5-12 取引 その2
5-12 取引 その2
「何百年も姿を隠していた魔王だが遂に尻尾を掴んだ。それがこいつだ」
紙束から一枚の写真がローテーブルの上に滑り込む。首を前に出し覗き込んだ。
「この……この人が?」
「人じゃない。魔王だ」
顔を一度目の前の男に上げれば言葉を一言発して、真一文字に唇を結んでいた。もう一度見下ろす。
明らかにこちらを向いていない盗撮である写真の中央に、若い女性が写っていた。
「彼女はエレノア。所謂、器の魔法使いだ。魔法学校の通常四年かかる課程を一年で終えている。だからまあ、通常の器の魔法使いよりか若く見えるだろうね」
「こんな女性が」
「おいおい。ちょっとばかし見た目が可愛い女だからって怖気づいてしまったか。外見だけだ。魔王が攻撃されぬよう、好かれるように作り上げた姿。恐らくだが本来のエレノアは幼少期に死亡している」
「死んでいる?」
「魔王の手口さ。幼い子どもを殺してその姿を真似て入れ替わる。そうしてその人間として過ごし必要な情報が集まった、あるいは見込みがないと判断した途端同じ手口で別の人間に“成る”。失踪、蒸発、神隠し。何とでも呼べばいいが、未解決失踪事件のいくつかは魔王の仕業だ」
へえ、と声を漏らしながら写真を包帯で指が固定されていない方の手で取る。
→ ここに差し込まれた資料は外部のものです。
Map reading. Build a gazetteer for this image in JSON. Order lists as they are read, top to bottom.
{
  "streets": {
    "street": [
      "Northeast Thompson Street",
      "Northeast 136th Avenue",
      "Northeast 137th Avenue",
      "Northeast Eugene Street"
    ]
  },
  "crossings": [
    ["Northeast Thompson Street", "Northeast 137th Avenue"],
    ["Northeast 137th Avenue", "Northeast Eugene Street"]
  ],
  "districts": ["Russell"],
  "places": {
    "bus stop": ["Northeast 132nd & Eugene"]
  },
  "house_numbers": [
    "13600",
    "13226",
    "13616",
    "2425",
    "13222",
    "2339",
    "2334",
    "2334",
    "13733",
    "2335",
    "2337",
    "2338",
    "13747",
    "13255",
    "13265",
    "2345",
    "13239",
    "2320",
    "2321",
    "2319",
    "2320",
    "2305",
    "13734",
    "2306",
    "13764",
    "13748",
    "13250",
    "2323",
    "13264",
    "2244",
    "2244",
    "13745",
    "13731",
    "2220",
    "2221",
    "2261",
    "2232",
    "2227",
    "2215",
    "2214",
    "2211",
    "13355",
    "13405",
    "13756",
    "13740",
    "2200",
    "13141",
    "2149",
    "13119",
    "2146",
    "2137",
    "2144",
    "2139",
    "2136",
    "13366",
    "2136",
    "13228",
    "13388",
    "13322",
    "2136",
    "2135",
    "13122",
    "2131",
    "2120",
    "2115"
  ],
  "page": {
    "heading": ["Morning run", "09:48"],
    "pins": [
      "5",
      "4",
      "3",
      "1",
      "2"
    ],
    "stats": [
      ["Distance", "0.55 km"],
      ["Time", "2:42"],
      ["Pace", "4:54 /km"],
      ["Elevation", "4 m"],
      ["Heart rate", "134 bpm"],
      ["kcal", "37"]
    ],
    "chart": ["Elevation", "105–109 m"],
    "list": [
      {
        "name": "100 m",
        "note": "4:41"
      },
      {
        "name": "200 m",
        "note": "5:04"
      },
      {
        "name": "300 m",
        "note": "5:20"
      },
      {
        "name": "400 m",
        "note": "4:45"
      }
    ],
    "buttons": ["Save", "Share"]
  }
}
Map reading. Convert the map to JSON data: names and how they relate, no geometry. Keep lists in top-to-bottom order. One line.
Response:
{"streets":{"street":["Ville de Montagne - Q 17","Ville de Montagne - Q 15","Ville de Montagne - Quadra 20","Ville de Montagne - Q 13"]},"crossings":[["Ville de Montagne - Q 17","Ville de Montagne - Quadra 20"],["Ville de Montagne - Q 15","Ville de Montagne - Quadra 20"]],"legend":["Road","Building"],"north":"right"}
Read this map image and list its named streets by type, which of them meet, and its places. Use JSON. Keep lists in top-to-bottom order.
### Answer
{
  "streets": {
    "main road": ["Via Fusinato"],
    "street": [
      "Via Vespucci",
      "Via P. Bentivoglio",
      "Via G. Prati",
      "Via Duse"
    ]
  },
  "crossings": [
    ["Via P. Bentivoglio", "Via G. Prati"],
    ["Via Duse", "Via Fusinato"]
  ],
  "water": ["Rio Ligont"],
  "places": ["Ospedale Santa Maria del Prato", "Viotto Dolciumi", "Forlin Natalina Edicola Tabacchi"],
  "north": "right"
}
何かを話しかけている半開きの口はほんの少しだが微笑んでいるようにも見える。友人とでも会話しているところを撮影したのだろうか。
この平穏そのものの光景も偽りなのか。
「ピンとこないかい?」
「ええ。まあ、その」
「本来ならその場所には本物のエレノアが在ったはずなんだ。魔王はその場所を、命を奪いぬくぬくと暮らしている。しかも器の魔法使いという高貴で崇高な意思と才能を努力によって昇華させた一握りの人間が到達する場所で」
苦々しく吐き捨てた言葉は随分とわざとらしい。恐らく本当は何とも思ってないのだろう。本物の“エレノア”が死んだことなど。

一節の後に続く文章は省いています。